A polémica em torno do calendário escolhido pelo executivo está a intensificar-se. De acordo com as informações recebidas, a Segurança Social planeava publicar o decreto de duplicação dos limites máximos anuais na quinta-feira à noite. Esta pressa ocorre a poucos dias do voto de confiança solicitado por François Bayrou para 8 de setembro de 2025.
Os sindicatos e o presidente do Conselho dos Seguros de Saúde tinham pedido, sem sucesso, ao governo que adiasse esta decisão, dado o risco de uma eventual queda do executivo. Sophie Binet, secretária-geral da CGT, condenou este procedimento "vergonhoso" e pediu ao primeiro-ministro que recuasse: "Não podemos, ao mesmo tempo, dizer 'submeto-me a um voto de confiança' e, simultaneamente, avançar às escondidas com medidas tão importantes".
Esta reforma está a causar preocupação entre as associações de doentes e os profissionais de saúde. O sindicato MG France qualifica o método do governo como "absolutamente inaceitável" e denuncia uma "negação da democracia". Para Féreuze Aziza, da associação France Assos Santé, esta medida "levará as pessoas a renunciar aos cuidados de saúde porque não terão escolha, porque haverá cada vez mais despesas diretas".
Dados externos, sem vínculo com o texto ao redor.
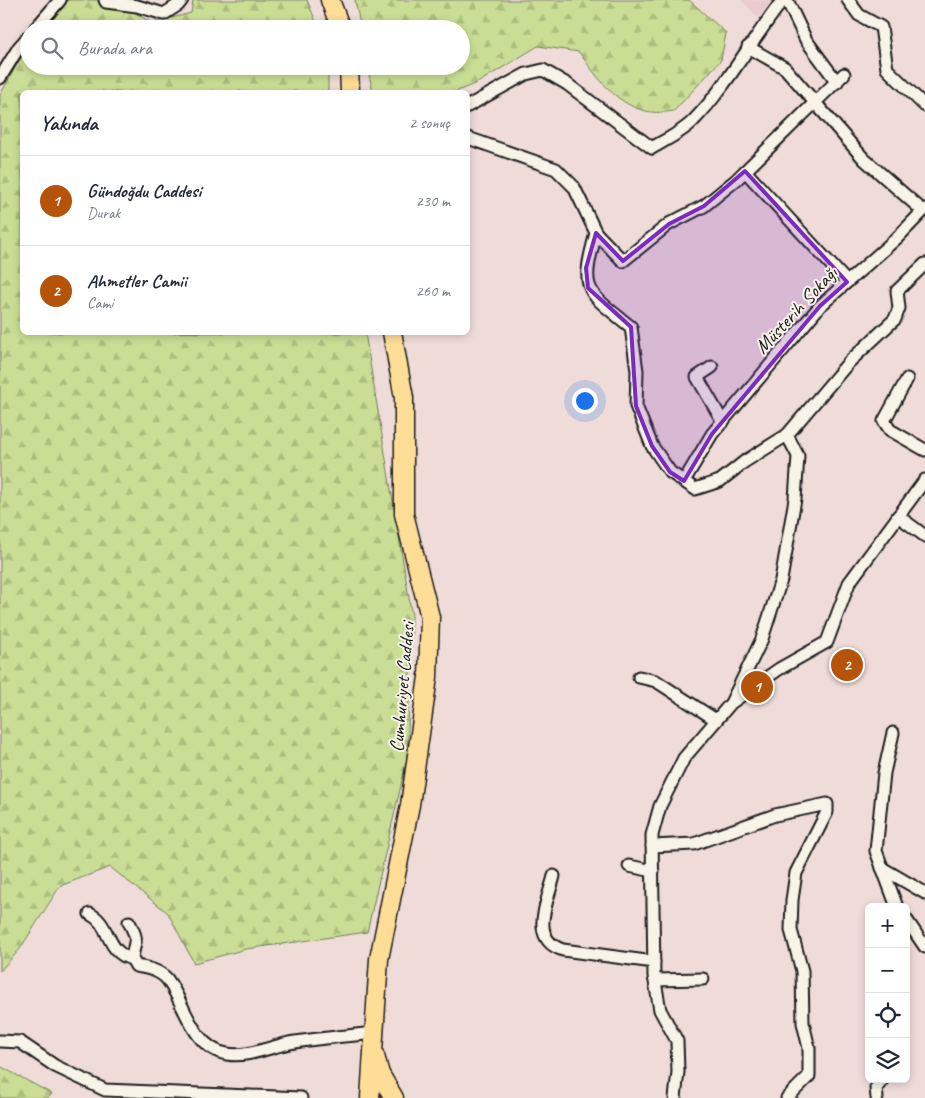 <!DOCTYPE html>
<html lang="tr">
<head>
<meta charset="utf-8">
<style>
  body { margin:0; font-family:Caveat,sans-serif; background:#f2f2f3; color:#1f2937 }
  .controls { position:absolute; right:15px; bottom:15px; display:grid; overflow:hidden; border-radius:8px; box-shadow:0 2px 8px #0003 }
  .controls button { width:45px; height:45px; display:grid; place-items:center; padding:0; border:0; border-bottom:1px solid #e0e1e3; background:#fff; color:#1f2937; font:25px sans-serif }
  .you { position:absolute; left:584px; top:400px; width:18px; height:18px; margin:-12px; border:4px solid #fff; border-radius:50%; background:#1a73e8; box-shadow:0 0 0 8px #1a73e833 }
  .badge { display:grid; place-items:center; width:32px; height:32px; border-radius:50%; background:#b45309; color:#fff; font-size:16px; font-weight:700 }
  .pin { position:absolute; translate:-50% -50%; border:2px solid #fff; box-shadow:0 1px 5px #0006 }
  .list { margin:0; padding:0; list-style:none }
  h2 { display:flex; justify-content:space-between; align-items:center; height:65px; margin:0; padding:0 20px; font-size:21px }
  h2 small { font-size:16px; font-weight:400; color:#747a83 }
  .list li { display:grid; grid-template-columns:32px 1fr auto; gap:15px; align-items:center; box-sizing:border-box; height:90px; padding:0 20px; border-top:1px solid #e0e1e3 }
  .list b { display:block; font-size:19px; white-space:nowrap }
  .list p { margin:0; font-size:16px; white-space:nowrap; color:#747a83 }
  .list em { font-size:16px; font-style:normal; color:#747a83 }
  .icon { flex:none; width:28px; height:28px; fill:none; stroke:currentColor; stroke-width:2; stroke-linecap:round; stroke-linejoin:round }
  .map { position:relative; flex:none; width:925px; height:1098px; overflow:hidden }
  .search { position:absolute; background:#fff; box-shadow:0 2px 8px #0003; left:20px; top:20px; width:450px; height:55px; display:flex; align-items:center; gap:12px; box-sizing:border-box; padding:0 18px; border-radius:28px; color:#747a83; font-size:19px }
  .panel { position:absolute; background:#fff; box-shadow:0 2px 8px #0003; left:20px; top:90px; width:450px; height:245px; border-radius:8px }
  .map>svg:first-child { display:block }
</style>
</head>
<body>
<div class="map">
<svg width="925" height="1098" viewBox="0 0 925 1098">
  <defs>
    <pattern id="forest-firs" width="22" height="20" patternUnits="userSpaceOnUse" patternTransform="scale(1.25)"><rect width="22" height="20" fill="#c9de94"/><path d="M5 1l3.5 6h-7zM16 11l3.5 6h-7z" fill="#acbe7f"/></pattern>
  </defs>
  <rect width="100%" height="100%" fill="#efdcd9"/>
  <filter id="ink" filterUnits="userSpaceOnUse"><feTurbulence type="fractalNoise" baseFrequency=".02" numOctaves="2"/><feDisplacementMap in="SourceGraphic" scale="10" xChannelSelector="R" yChannelSelector="G"/><feConvolveMatrix kernelMatrix="1 2 1 2 8 2 1 2 1" color-interpolation-filters="sRGB"/></filter>
  <g filter="url(#ink)">
    <polygon fill="#eacccf" points="741,0 773,0 758,18"/>
    <g fill="url(#forest-firs)" stroke="#727d58">
      <polygon points="64,0 114,0 152,23 191,13 193,0 307,0 319,29 36,29"/>
      <path d="M355,0H689L726,33L721,60L674,111C666,112 658,113 651,112C617,107 597,77 579,52L538,46L479,82L455,92H373L367,66H461V29H361Z"/>
      <polygon points="29,43 29,66 328,66 328,92 22,92 22,332 365,333 412,616 407,759 367,932 246,949 194,963 168,913 110,867 60,886 20,949 0,971 0,95"/>
      <polygon points="0,1066 52,1094 48,1098 0,1098"/>
    </g>
    <g fill="none" stroke-linecap="round" stroke-linejoin="round">
      <defs>
        <g id="street">
          <polyline points="105,0 106,2 137,6 164,14 178,5 182,0"/>
          <polyline points="787,0 806,40 837,82"/>
          <polyline points="848,0 859,15 881,27 887,69 925,106"/>
          <polyline points="35,29 60,0"/>
          <polyline points="748,47 785,68 864,159 923,211"/>
          <polyline points="0,78 19,47 29,36"/>
          <path d="M468,106L526,74L543,70L567,84L652,148C665,140 683,132 694,120C728,85 752,39 783,0"/>
          <path d="M468,138L556,169L574,187L596,233C580,292 585,290 631,327L637,371L636,406L652,446L670,472L695,489L720,481L744,462L787,435"/>
          <polyline points="745,171 847,282"/>
          <polyline points="596,233 623,261 669,224 704,206 736,180 844,74"/>
          <polyline points="712,367 697,377 723,422"/>
          <polyline points="907,379 884,421 890,430 925,450"/>
          <polyline points="684,481 712,434 820,306 897,238 925,209"/>
          <polyline points="898,516 925,536"/>
          <polyline points="639,677 656,681 716,720"/>
          <polyline points="732,701 762,639 781,580 795,499 798,456 787,435 849,362 895,319 899,308 897,291 925,264"/>
          <polyline points="893,733 884,773 876,851 897,907"/>
          <polyline points="652,846 694,844 775,815 827,804 827,812 796,873 792,900 791,930 802,971 803,1023 809,1048 809,1076 787,1098"/>
          <polyline points="629,866 653,871"/>
          <polyline points="882,868 925,893"/>
          <path d="M554,876C548,901 528,939 563,950L654,962"/>
          <path d="M90,914C111,924 105,952 132,959"/>
          <polyline points="906,919 925,947"/>
          <path d="M129,922C140,943 134,939 132,959L136,966C147,968 159,970 167,979C185,1003 192,1048 227,1054C249,1058 273,1045 295,1042C321,1038 348,1036 374,1033"/>
          <polyline points="655,980 703,979"/>
          <polyline points="0,1041 20,1042 55,1066 105,1090 301,1098"/>
          <polyline points="675,1098 678,1072 677,1041 660,1010 654,976 652,835 660,806 684,758 731,703 779,669 827,642 849,583 925,480"/>
          <polyline points="877,1098 876,1088 883,1079"/>
        </g>
        <g id="primary">
          <polyline points="330,0 341,29"/>
          <polyline points="349,66 350,92"/>
          <polyline points="375,1056 380,1074 394,1098"/>
          <polyline points="370,1098 379,959 410,805 428,677 430,617 404,514 404,398 392,332"/>
        </g>
      </defs>
      <use href="#street" stroke="#1c1c1c" stroke-width="15"/>
      <use href="#primary" stroke="#1c1c1c" stroke-width="21"/>
      <use href="#street" stroke="#f7f3e8" stroke-width="11"/>
      <use href="#primary" stroke="#fedd96" stroke-width="18"/>
    </g>
  </g>
  <path fill="#7b2cbf" fill-opacity="0.2" stroke="#7b2cbf" stroke-width="4" stroke-linejoin="round" d="M745,171L847,282L820,306L712,434L684,481L670,472L652,446L636,406L631,327L588,288L586,268L596,233L623,261L669,224L704,206Z"/>
  <g text-anchor="middle" dominant-baseline="central" stroke-width="4" stroke-linejoin="round" paint-order="stroke">
    <g font-size="20" fill="#1c1c1c" stroke="#f7f3e8">
      <text transform="translate(796 310) rotate(-47)">Müsterih Sokağı</text>
      <text transform="translate(402 687) rotate(-85)">Cumhuriyet Caddesi</text>
    </g>
  </g>
</svg>
<div class="controls">
<button>+</button>
<button>−</button>
<button><svg class="icon" aria-label="locate" viewBox="0 0 24 24"><circle cx="12" cy="12" r="6"/><path d="M12 2v4M12 18v4M2 12h4M18 12h4"/></svg></button>
<button><svg class="icon" aria-label="layers" viewBox="0 0 24 24"><path d="M12 4l9 5-9 5-9-5zM3 14l9 5 9-5"/></svg></button>
</div>
<div class="you"></div>
<div class="pin badge" style="left:757px;top:687px">1</div>
<div class="pin badge" style="left:847px;top:665px">2</div>
<div class="search"><svg class="icon" aria-label="search" viewBox="0 0 24 24"><circle cx="10" cy="10" r="6"/><path d="M15 15l6 6"/></svg>Burada ara</div>
<section class="panel">
<h2>Yakında<small>2 sonuç</small></h2>
<ul class="list">
<li><span class="badge">1</span><div><b>Gündoğdu Caddesi</b><p>Durak</p></div><em>230 m</em></li>
<li><span class="badge">2</span><div><b>Ahmetler Camii</b><p>Cami</p></div><em>260 m</em></li>
</ul>
</section>
</div>
</body>
</html>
Na região da Île-de-France, onde o custo de vida já é elevado, este aumento poderá ter um impacto particular nos agregados familiares com baixos rendimentos e nos doentes crónicos. Os beneficiários do Complémentaire santé solidaire, do AME, os menores e os reformados por invalidez continuam isentos destas franquias.
O Governo justifica esta reforma com a necessidade de "responsabilizar mais os doentes" e de gerar várias centenas de milhões de euros de poupanças. De acordo com as estimativas oficiais, a duplicação das franquias médicas permitiria poupar ao sistema de saúde francês cerca de 1,5 mil milhões de euros por ano.
No entanto, este argumento é suscetível de debate.A UNSA record a que as franquias médicas e as quotizações fixas já tinham sido duplicadas até 2024, sem que o consumo médico tenha diminuído significativamente. "Longe de terem reduzido o consumo de medicamentos, estes aumentos tiveram apenas um efeito concreto: tributar ainda mais os doentes", critica o sindicato.
A FNATH, a federação das pessoas com lesões e deficiências industriais, opõe-se firmemente a esta medida, que considera uma injustiça social. Segundo esta associação, as franquias não são proporcionais aos rendimentos e, por conseguinte, pesam mais sobre as pessoas com poucos recursos e os doentes crónicos.
Resta saber se esta reforma controversa sobreviverá ao voto de confiança de 8 de setembro. Se o governo de Bayrou cair, o destino destes decretos sobre as franquias médicas poderá ser posto em causa, deixando a incerteza pairar sobre o futuro do sistema de saúde francês e do seu financiamento.